Я внимательно посмотрела на Мираба поверх костра. Вроде бы в нем ничего не изменилось, голодного блеска в глазах не наблюдается, когти на полруки не выросли. Зачем же этот паршивец на меня бросился?

— Я правда из лучших побуждений, — виновато потупился эльфыреныш, выводя на земле веточкой какие-то замысловатые финтифлюшки.

— А эти побуждения знают, что они лучшие? — не торопилась верить в бескорыстный гуманизм мальчишки я.

— Конечно, знают. Если честно, то мне больше нравится, когда ты ругаешься и грозно размахиваешь мечом, пусть и у меня перед носом, чем видеть безучастное выражение мертвой куклы на твоем лице.

— Вот уж не думала, что некоторые мальчики хорошо разбираются в куклах, — не смогла не съязвить я.

— Зато эти некоторые мальчики хорошо разбираются в некоторых девочках, — с нескрываемым сарказмом совсем по-взрослому парировал Мираб. — Ты себе не представляешь, насколько тяжело и страшно смотреть было, как ты занимаешься самым натуральным самоедством. Я даже попытался воззвать к твоей совести и состраданию, но, похоже, они дружно умерли еще там, в Капитаре. Что мне еще оставалось делать? Тупо наблюдать за тем, как ты медленно, но верно загоняешь себя в пропасть жалости к самой несчастной царевне в мире? Вот и придумал, будто на меня напали.

— Ну ты хорош… Я же действительно перепугалась за тебя, до сих пор руки трясутся.

— На то и расчет был, — самодовольно заулыбался эльфыреныш, явно польщенный произведенным эффектом от собственной выходки. — А главное — подействовало. Я, между прочим, тоже живое существо. А ты за саможалелками совсем забыла, что пока еще несешь ответственность за тех, кого приручила.

— Это за тебя, что ли? — Я не удержалась и фыркнула.

— А хотя бы и за меня. Твою клятву пока еще никто не отменял.

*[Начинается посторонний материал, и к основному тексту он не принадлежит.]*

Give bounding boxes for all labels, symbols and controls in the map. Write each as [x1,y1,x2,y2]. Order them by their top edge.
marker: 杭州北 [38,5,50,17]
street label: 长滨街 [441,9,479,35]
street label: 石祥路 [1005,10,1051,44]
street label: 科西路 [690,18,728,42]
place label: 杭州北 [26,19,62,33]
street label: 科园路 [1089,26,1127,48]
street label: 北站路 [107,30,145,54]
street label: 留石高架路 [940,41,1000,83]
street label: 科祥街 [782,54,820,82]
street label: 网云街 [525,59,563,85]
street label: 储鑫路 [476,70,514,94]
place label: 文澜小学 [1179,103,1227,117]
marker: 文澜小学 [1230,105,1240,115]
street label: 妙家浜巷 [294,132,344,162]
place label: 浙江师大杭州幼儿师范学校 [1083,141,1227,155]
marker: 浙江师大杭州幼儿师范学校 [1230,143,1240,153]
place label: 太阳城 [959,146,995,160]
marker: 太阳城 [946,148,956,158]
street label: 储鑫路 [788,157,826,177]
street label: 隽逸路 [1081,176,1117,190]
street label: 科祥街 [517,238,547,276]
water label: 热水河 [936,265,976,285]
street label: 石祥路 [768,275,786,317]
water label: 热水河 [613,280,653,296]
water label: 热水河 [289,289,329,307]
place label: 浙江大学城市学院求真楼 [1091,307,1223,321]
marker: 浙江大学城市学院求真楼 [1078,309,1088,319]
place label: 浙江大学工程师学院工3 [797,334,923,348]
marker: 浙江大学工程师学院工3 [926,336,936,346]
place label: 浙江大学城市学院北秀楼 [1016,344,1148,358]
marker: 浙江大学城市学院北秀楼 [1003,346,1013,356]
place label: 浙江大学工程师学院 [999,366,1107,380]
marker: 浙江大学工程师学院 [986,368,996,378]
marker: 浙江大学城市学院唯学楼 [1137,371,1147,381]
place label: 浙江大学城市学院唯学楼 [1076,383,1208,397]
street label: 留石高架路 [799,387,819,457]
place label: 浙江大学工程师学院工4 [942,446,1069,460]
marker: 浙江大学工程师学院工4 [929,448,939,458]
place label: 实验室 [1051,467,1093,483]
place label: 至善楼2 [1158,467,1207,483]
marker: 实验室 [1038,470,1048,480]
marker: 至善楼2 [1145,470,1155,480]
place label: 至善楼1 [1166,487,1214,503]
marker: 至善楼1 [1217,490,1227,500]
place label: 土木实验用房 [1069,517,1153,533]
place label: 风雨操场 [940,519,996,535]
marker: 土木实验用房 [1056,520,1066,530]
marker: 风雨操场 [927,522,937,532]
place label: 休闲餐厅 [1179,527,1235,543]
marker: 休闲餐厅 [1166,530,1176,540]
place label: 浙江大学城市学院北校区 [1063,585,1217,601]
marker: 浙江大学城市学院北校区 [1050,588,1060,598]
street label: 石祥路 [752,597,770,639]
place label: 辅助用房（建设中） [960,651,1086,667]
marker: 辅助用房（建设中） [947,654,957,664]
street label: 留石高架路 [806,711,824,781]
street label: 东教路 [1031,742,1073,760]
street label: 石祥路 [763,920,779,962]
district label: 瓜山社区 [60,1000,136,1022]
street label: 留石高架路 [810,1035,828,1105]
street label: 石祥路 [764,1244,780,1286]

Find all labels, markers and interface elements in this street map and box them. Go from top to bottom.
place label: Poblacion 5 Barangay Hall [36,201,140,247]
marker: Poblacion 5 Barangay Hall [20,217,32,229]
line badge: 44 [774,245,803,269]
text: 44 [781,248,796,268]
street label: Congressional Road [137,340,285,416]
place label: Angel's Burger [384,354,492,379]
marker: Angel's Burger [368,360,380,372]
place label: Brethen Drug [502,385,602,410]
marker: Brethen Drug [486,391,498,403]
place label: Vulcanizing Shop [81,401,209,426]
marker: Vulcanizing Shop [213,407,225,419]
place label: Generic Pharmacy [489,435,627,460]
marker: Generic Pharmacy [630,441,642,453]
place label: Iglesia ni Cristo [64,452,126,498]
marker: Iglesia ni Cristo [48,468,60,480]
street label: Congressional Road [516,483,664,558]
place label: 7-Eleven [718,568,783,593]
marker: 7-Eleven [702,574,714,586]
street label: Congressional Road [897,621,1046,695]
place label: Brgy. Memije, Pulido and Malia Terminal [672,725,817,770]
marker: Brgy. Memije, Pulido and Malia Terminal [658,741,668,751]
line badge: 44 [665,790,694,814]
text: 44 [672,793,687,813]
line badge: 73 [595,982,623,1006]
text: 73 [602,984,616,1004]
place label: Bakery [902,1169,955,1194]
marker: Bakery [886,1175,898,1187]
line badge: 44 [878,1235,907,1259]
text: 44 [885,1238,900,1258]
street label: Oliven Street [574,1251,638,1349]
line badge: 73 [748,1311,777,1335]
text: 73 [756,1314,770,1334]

А вот об этом он зачем напомнил? Чтобы вызвать у меня чувство вины за вопиющую безответственность или чтобы банально меня позлить? Провалами памяти я пока что вроде не страдаю, а даже если и возникнет небольшой пробел, то клятва сама о себе напомнит малоприятными ощущениями. Так что о моей забывчивости по причине возникновения некоторых форс-мажорных обстоятельств он мог совершенно не беспокоиться. А вот разозлить ему меня удалось очень даже профессионально.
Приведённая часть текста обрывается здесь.